Exercise goal:
In your copy, leave out all pictures and reproduce every entry exactly.

*** Opening of Provided records ***

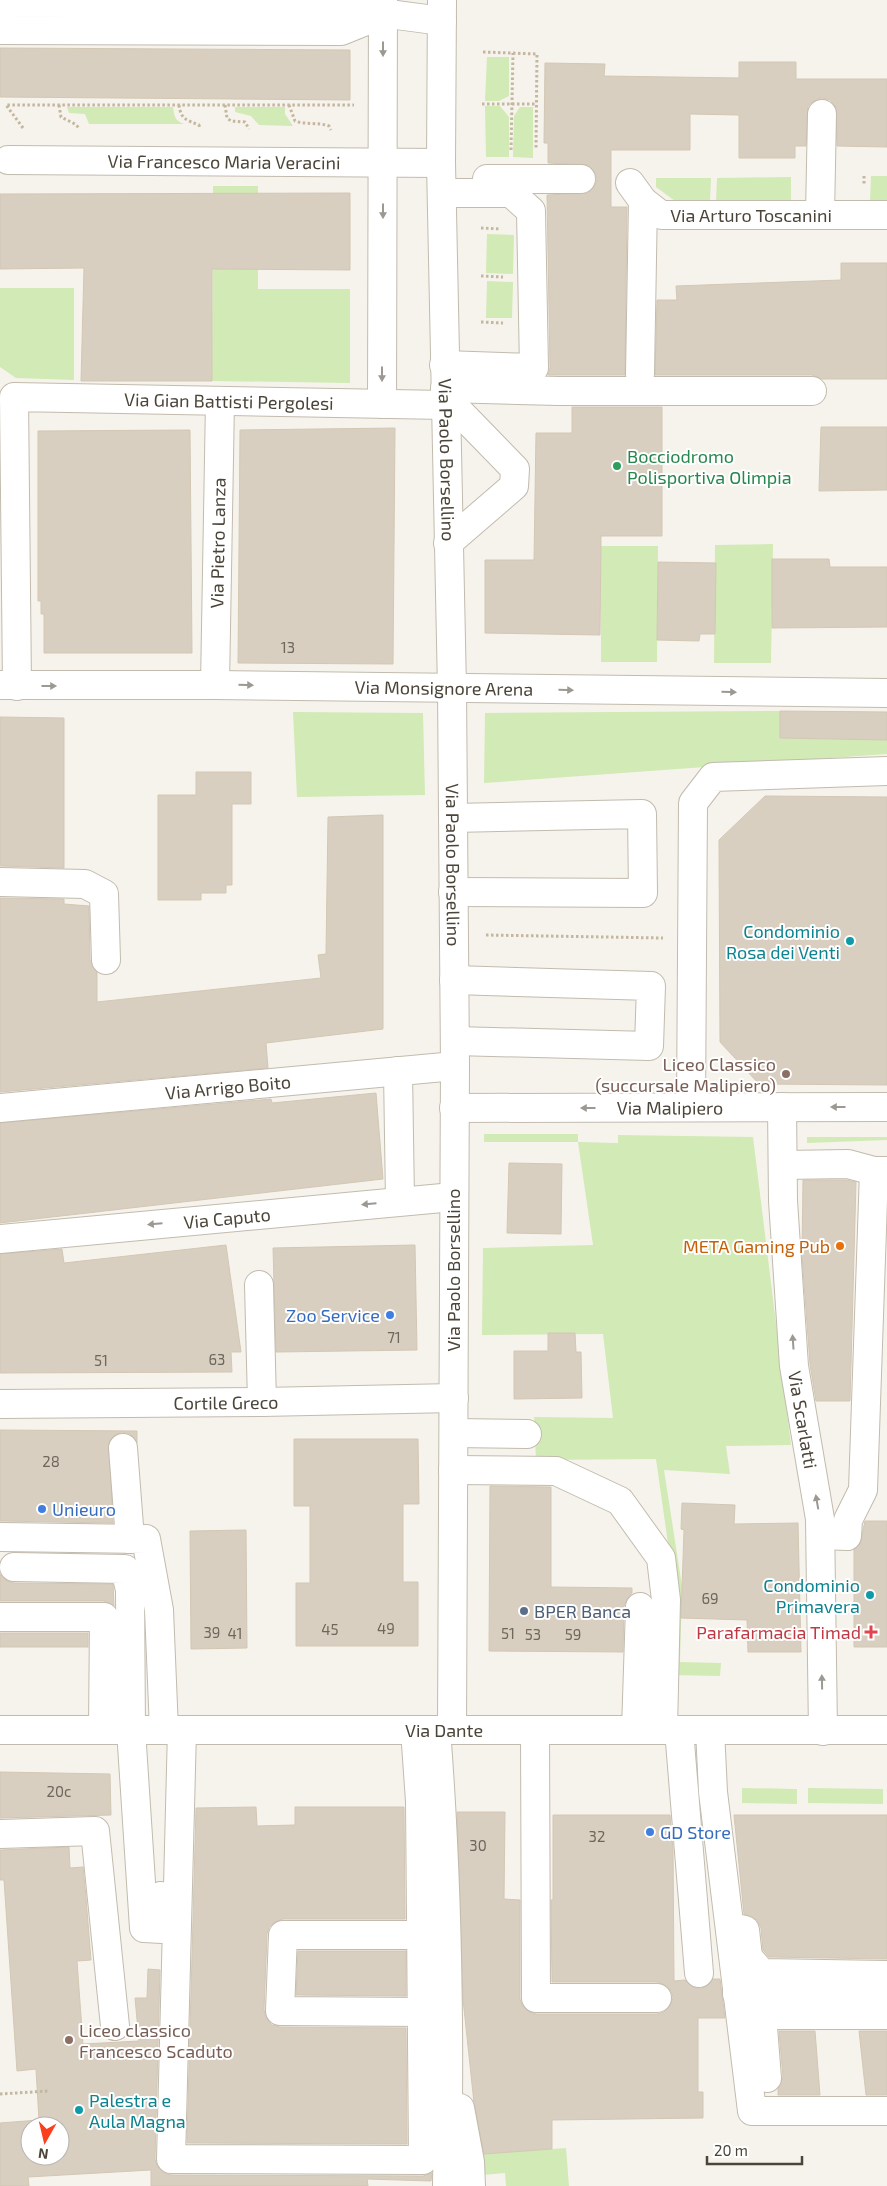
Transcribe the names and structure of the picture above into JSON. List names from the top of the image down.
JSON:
{
  "streets": {
    "street": [
      "Via Francesco Maria Veracini",
      "Via Arturo Toscanini",
      "Via Gian Battisti Pergolesi",
      "Via Paolo Borsellino",
      "Via Pietro Lanza",
      "Via Monsignore Arena",
      "Via Arrigo Boito",
      "Via Malipiero",
      "Via Caputo",
      "Cortile Greco",
      "Via Scarlatti",
      "Via Dante"
    ]
  },
  "crossings": [
    ["Via Francesco Maria Veracini", "Via Paolo Borsellino"],
    ["Via Gian Battisti Pergolesi", "Via Paolo Borsellino"],
    ["Via Gian Battisti Pergolesi", "Via Pietro Lanza"],
    ["Via Gian Battisti Pergolesi", "Via Monsignore Arena"],
    ["Via Paolo Borsellino", "Via Monsignore Arena"],
    ["Via Paolo Borsellino", "Via Arrigo Boito"],
    ["Via Paolo Borsellino", "Via Malipiero"],
    ["Via Paolo Borsellino", "Via Caputo"],
    ["Via Paolo Borsellino", "Cortile Greco"],
    ["Via Paolo Borsellino", "Via Dante"],
    ["Via Pietro Lanza", "Via Monsignore Arena"],
    ["Via Malipiero", "Via Scarlatti"],
    ["Via Scarlatti", "Via Dante"]
  ],
  "one_way": ["Via Monsignore Arena", "Via Malipiero", "Via Caputo"],
  "places": {
    "other": [
      "Bocciodromo Polisportiva Olimpia",
      "Condominio Rosa dei Venti",
      "Liceo Classico (succursale Malipiero)",
      "META Gaming Pub",
      "Zoo Service",
      "Unieuro",
      "Condominio Primavera",
      "BPER Banca",
      "GD Store",
      "Liceo classico Francesco Scaduto",
      "Palestra e Aula Magna"
    ],
    "health": ["Parafarmacia Timad"]
  },
  "house_numbers": [
    "13",
    "71",
    "63",
    "51",
    "28",
    "69",
    "49",
    "45",
    "39",
    "41",
    "51",
    "53",
    "59",
    "20c",
    "32",
    "30"
  ],
  "scale_bar": "20 m",
  "north": "bottom"
}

*** Close of Provided records ***

Answer section:
Transcribe the names and structure of the picture above into JSON. List names from the top of the image down.
JSON:
{
  "streets": {
    "street": [
      "Via Francesco Maria Veracini",
      "Via Arturo Toscanini",
      "Via Gian Battisti Pergolesi",
      "Via Paolo Borsellino",
      "Via Pietro Lanza",
      "Via Monsignore Arena",
      "Via Arrigo Boito",
      "Via Malipiero",
      "Via Caputo",
      "Cortile Greco",
      "Via Scarlatti",
      "Via Dante"
    ]
  },
  "crossings": [
    ["Via Francesco Maria Veracini", "Via Paolo Borsellino"],
    ["Via Gian Battisti Pergolesi", "Via Paolo Borsellino"],
    ["Via Gian Battisti Pergolesi", "Via Pietro Lanza"],
    ["Via Gian Battisti Pergolesi", "Via Monsignore Arena"],
    ["Via Paolo Borsellino", "Via Monsignore Arena"],
    ["Via Paolo Borsellino", "Via Arrigo Boito"],
    ["Via Paolo Borsellino", "Via Malipiero"],
    ["Via Paolo Borsellino", "Via Caputo"],
    ["Via Paolo Borsellino", "Cortile Greco"],
    ["Via Paolo Borsellino", "Via Dante"],
    ["Via Pietro Lanza", "Via Monsignore Arena"],
    ["Via Malipiero", "Via Scarlatti"],
    ["Via Scarlatti", "Via Dante"]
  ],
  "one_way": ["Via Monsignore Arena", "Via Malipiero", "Via Caputo"],
  "places": {
    "other": [
      "Bocciodromo Polisportiva Olimpia",
      "Condominio Rosa dei Venti",
      "Liceo Classico (succursale Malipiero)",
      "META Gaming Pub",
      "Zoo Service",
      "Unieuro",
      "Condominio Primavera",
      "BPER Banca",
      "GD Store",
      "Liceo classico Francesco Scaduto",
      "Palestra e Aula Magna"
    ],
    "health": ["Parafarmacia Timad"]
  },
  "house_numbers": [
    "13",
    "71",
    "63",
    "51",
    "28",
    "69",
    "49",
    "45",
    "39",
    "41",
    "51",
    "53",
    "59",
    "20c",
    "32",
    "30"
  ],
  "scale_bar": "20 m",
  "north": "bottom"
}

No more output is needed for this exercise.